Two cards are drawn one by one at random from a pack of 52 cards. The probability that both of them are king, is
A.\[1)\dfrac{2}{13}\]
B.\[2)\dfrac{1}{169}\]
C.\[3)\dfrac{1}{221}\]
D.\[4)\dfrac{30}{221}\]

Answer 1

Hint: Total number of cards in the pack is\[52\]. When the first card is drawn from a pack, the total number of cards will remain as it is i.e. \[52\] and in a pack of cards the total number of kings is\[4\]. But when the next card is drawn the total number of cards is \[51\] because there is no replacement of cards and kings left are \[3\]. Now try it by yourself, you will definitely crack this problem.

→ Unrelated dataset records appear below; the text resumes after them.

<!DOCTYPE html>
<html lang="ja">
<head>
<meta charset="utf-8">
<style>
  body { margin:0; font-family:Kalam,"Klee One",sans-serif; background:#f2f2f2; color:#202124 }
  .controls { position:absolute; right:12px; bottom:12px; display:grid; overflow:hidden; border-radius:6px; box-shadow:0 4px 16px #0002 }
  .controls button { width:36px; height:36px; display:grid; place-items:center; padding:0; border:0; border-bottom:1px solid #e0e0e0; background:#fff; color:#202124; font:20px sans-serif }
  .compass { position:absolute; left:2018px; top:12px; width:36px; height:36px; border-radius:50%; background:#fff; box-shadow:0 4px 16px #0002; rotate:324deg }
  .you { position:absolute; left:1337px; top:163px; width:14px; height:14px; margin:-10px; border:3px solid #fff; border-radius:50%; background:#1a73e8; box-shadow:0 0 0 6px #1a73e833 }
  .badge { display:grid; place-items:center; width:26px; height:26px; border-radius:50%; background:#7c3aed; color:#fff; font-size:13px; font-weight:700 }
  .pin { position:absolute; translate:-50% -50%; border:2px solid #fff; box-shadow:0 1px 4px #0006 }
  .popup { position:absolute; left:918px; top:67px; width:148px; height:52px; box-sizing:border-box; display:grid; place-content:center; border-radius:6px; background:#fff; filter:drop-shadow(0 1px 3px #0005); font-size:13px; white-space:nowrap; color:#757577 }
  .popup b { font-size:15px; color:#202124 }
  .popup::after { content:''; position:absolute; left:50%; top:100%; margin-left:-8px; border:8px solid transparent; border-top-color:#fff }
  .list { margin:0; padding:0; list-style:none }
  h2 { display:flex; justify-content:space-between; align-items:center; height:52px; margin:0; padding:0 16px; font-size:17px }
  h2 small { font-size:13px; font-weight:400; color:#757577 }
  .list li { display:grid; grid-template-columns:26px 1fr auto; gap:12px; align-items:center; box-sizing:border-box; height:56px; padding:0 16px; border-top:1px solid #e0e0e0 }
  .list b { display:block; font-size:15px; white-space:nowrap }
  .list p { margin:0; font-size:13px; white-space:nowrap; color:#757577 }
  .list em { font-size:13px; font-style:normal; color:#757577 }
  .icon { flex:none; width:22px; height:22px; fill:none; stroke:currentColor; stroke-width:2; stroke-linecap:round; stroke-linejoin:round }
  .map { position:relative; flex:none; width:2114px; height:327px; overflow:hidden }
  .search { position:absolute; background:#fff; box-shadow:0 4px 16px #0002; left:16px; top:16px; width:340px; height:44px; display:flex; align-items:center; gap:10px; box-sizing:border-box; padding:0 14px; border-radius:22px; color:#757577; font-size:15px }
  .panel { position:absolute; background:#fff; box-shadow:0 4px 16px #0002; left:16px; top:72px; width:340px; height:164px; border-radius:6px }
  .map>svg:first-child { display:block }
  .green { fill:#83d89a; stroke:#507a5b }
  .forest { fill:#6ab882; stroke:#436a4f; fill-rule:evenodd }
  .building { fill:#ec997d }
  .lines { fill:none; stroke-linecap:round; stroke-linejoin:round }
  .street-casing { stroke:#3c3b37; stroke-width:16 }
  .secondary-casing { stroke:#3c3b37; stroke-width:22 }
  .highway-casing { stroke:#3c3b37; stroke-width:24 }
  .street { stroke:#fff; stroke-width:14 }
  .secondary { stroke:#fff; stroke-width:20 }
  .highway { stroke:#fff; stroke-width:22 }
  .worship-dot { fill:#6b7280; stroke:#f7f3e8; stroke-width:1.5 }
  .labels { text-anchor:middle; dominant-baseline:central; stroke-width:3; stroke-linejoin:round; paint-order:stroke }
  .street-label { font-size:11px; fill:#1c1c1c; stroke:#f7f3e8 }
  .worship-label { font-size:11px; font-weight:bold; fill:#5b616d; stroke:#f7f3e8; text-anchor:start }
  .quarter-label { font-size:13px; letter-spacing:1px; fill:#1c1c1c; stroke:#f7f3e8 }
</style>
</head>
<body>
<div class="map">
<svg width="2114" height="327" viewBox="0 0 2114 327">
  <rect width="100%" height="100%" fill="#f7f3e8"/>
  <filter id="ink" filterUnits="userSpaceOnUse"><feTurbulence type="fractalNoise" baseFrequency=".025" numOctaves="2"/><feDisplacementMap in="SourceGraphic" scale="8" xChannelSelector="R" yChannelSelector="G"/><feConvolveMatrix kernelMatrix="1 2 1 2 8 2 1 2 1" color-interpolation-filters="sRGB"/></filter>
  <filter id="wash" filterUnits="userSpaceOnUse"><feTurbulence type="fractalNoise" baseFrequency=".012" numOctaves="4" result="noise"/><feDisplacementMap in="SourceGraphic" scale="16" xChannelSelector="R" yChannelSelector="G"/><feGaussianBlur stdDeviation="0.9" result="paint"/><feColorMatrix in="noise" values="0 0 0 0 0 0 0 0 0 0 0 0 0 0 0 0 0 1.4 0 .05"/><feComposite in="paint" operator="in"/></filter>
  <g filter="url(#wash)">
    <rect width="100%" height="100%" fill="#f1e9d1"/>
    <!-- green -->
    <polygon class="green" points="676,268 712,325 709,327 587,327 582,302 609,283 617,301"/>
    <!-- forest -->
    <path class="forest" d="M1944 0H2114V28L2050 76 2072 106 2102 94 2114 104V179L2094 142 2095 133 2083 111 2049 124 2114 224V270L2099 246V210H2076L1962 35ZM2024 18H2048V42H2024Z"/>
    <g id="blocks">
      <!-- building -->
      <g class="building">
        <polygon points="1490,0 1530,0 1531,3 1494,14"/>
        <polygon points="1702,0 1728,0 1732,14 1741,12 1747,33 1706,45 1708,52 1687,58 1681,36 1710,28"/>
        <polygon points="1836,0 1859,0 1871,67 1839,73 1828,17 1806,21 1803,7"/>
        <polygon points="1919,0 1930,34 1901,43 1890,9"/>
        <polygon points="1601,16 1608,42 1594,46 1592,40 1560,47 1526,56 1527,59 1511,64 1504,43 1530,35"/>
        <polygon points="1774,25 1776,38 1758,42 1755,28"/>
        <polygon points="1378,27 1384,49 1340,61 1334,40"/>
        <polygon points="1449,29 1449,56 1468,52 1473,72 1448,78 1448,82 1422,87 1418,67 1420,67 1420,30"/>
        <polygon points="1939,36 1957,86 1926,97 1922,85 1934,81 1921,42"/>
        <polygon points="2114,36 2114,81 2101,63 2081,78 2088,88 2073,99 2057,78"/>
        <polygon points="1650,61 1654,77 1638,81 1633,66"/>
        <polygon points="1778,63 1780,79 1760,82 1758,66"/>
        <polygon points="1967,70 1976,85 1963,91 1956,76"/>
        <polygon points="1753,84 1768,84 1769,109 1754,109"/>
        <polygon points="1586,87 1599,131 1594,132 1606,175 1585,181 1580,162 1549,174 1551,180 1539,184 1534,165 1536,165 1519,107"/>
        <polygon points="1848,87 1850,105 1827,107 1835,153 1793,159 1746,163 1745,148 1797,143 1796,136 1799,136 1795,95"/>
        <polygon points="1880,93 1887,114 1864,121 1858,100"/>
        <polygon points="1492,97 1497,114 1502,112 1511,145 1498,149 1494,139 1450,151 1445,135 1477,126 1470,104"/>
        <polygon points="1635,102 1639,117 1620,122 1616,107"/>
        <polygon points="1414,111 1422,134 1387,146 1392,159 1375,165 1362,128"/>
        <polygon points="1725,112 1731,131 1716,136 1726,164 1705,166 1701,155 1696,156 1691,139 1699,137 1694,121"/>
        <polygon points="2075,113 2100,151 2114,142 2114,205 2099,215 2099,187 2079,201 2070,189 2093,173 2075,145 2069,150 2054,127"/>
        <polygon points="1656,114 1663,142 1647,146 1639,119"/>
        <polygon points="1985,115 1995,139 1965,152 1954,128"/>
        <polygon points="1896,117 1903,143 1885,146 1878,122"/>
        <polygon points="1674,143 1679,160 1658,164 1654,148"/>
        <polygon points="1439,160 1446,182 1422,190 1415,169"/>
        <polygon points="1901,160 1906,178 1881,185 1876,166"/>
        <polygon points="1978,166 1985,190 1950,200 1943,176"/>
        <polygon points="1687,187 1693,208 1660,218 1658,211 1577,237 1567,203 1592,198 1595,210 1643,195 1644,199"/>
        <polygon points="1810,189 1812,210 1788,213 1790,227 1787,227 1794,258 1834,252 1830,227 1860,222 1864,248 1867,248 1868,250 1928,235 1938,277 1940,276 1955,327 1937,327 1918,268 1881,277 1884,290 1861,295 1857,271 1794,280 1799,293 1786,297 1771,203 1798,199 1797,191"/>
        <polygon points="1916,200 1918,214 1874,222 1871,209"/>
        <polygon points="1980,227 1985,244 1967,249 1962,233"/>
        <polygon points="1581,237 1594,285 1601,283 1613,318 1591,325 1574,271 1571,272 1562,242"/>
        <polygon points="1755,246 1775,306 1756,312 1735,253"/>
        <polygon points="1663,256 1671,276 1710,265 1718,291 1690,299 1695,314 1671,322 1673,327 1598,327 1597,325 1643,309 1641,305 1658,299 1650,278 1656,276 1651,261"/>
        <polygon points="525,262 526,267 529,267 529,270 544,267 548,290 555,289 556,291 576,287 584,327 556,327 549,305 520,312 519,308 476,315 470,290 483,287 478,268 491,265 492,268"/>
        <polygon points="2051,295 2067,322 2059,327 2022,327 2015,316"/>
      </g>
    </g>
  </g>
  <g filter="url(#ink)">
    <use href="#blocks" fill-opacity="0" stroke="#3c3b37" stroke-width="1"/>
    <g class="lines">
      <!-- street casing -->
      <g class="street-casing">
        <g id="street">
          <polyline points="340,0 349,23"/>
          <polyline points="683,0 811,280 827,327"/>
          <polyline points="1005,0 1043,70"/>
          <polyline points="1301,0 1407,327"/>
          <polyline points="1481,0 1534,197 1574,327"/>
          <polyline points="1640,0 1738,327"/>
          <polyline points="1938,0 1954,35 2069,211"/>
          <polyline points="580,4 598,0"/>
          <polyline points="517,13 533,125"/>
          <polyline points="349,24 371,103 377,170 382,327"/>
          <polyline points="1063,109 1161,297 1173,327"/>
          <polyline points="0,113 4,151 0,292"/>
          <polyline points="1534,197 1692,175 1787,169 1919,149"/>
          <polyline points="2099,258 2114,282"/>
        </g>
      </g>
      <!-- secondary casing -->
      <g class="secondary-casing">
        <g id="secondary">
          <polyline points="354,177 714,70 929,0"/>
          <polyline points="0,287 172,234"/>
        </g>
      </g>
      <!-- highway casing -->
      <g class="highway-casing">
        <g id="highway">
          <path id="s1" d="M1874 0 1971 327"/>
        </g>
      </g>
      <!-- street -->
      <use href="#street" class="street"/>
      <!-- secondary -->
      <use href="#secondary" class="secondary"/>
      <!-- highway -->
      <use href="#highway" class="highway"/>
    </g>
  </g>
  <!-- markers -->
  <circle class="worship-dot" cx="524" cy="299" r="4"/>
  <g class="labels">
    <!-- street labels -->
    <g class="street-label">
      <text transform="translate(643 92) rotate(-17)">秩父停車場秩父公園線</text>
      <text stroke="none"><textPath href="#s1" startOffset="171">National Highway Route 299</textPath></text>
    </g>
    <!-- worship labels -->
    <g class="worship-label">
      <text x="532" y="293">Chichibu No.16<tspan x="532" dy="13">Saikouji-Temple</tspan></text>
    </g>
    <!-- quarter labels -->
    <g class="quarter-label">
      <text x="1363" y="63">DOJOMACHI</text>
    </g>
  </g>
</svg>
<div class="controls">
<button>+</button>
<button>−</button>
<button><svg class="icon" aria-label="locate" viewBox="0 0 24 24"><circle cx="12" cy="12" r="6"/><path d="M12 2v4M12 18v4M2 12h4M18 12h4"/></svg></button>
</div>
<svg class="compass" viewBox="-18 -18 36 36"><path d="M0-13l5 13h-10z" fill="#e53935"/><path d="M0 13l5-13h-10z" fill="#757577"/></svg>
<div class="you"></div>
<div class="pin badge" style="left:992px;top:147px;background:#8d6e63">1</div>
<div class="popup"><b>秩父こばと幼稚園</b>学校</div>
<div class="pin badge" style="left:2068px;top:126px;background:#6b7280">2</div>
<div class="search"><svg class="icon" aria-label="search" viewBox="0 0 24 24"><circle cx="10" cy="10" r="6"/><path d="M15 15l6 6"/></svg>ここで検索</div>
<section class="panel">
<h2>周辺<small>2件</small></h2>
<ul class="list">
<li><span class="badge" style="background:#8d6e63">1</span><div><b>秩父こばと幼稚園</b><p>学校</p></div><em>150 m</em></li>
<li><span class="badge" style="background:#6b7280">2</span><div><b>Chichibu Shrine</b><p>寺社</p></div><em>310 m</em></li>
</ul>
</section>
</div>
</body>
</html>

Complete step-by-step answer:
Firstly, assume that the pack is well shuffled so that there is no condition of being biased and the cards are selected randomly. After one card is drawn from a pack there will be no replacement of the card allowed.
As we know that a pack contains \[52\] cards, therefore the number of sample spaces for the first card will become\[52\].
For the first card,
Total number of cards in a pack= n(S) = \[52\]
Total number of kings in a pack = \[4\]
Let, \[{{E}_{1}}=\]event of getting the first card as a king.
So, by the formula of probability, we get:
\[P({{E}_{1}})=\dfrac{4}{52}\]
where, \[4\] is the number of favorable outcomes and \[52\] is the total number of outcomes.
For the second card left,
Total number of cards left in a pack = n(S) = \[51\] (because one card is already drawn and as per question there is no replacement of card previously drawn, so\[52-1=51\])
Total number of kings left in a pack= \[3\]
Let, \[{{E}_{2}}=\]event of getting the second card as a king.
So, by the formula of probability, we get:
\[P({{E}_{2}})=\dfrac{3}{51}\]
where, \[3\]is the total number of favorable outcome and \[51\] is the total number of outcome for the second card
Now, the total probability of getting both the cards as king:
 Total Probability of two cards drawn = \[P({{E}_{1}})\times P({{E}_{2}})\]
Substituting the values of \[P({{E}_{1}})\] and\[P({{E}_{2}})\], we get:
\[\Rightarrow \] Total probability of two cards drawn at random \[=\dfrac{4}{52}\times \dfrac{3}{51}\]
By simplifying the above expression, we get:
\[\Rightarrow \] Total Probability of two cards drawn at random\[=\dfrac{1}{221}\]
So, the final answer is\[\dfrac{1}{221}\].
So, the correct answer is “\[\dfrac{1}{221}\]”.

Note: Probability means possibility. It is used to predict the likely events to happen. To solve the questions of probability we always consider the unbiased situation or biased situation so that there is no unfair means and you should have a clear picture of card names and their colors.